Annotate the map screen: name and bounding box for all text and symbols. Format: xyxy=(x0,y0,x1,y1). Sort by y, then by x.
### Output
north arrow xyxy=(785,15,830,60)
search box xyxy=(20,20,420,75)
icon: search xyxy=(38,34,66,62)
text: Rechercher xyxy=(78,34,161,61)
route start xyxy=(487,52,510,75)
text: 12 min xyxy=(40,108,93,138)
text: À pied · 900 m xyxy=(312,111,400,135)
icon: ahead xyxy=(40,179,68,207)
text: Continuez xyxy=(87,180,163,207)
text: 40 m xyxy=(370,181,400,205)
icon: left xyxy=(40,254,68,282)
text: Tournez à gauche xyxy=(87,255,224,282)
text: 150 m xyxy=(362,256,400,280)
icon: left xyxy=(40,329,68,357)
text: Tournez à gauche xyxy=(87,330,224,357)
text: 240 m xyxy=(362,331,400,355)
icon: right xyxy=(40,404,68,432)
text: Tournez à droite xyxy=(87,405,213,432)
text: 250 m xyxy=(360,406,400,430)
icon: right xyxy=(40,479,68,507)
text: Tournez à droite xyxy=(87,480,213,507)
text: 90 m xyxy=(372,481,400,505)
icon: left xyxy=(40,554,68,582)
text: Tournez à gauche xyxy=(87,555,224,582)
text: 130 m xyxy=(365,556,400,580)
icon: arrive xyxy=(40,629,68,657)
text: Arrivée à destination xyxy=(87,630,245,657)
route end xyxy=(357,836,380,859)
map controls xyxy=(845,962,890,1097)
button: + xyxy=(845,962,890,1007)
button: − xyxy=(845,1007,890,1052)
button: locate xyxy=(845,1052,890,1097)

■ WORK REQUIRED ■
Return all the data exactly as given.

■ EXERCISE RESULT ■
Annotate the map screen: name and bounding box for all text and symbols. Format: xyxy=(x0,y0,x1,y1). Sort by y, then by x.
### Output
north arrow xyxy=(785,15,830,60)
search box xyxy=(20,20,420,75)
icon: search xyxy=(38,34,66,62)
text: Rechercher xyxy=(78,34,161,61)
route start xyxy=(487,52,510,75)
text: 12 min xyxy=(40,108,93,138)
text: À pied · 900 m xyxy=(312,111,400,135)
icon: ahead xyxy=(40,179,68,207)
text: Continuez xyxy=(87,180,163,207)
text: 40 m xyxy=(370,181,400,205)
icon: left xyxy=(40,254,68,282)
text: Tournez à gauche xyxy=(87,255,224,282)
text: 150 m xyxy=(362,256,400,280)
icon: left xyxy=(40,329,68,357)
text: Tournez à gauche xyxy=(87,330,224,357)
text: 240 m xyxy=(362,331,400,355)
icon: right xyxy=(40,404,68,432)
text: Tournez à droite xyxy=(87,405,213,432)
text: 250 m xyxy=(360,406,400,430)
icon: right xyxy=(40,479,68,507)
text: Tournez à droite xyxy=(87,480,213,507)
text: 90 m xyxy=(372,481,400,505)
icon: left xyxy=(40,554,68,582)
text: Tournez à gauche xyxy=(87,555,224,582)
text: 130 m xyxy=(365,556,400,580)
icon: arrive xyxy=(40,629,68,657)
text: Arrivée à destination xyxy=(87,630,245,657)
route end xyxy=(357,836,380,859)
map controls xyxy=(845,962,890,1097)
button: + xyxy=(845,962,890,1007)
button: − xyxy=(845,1007,890,1052)
button: locate xyxy=(845,1052,890,1097)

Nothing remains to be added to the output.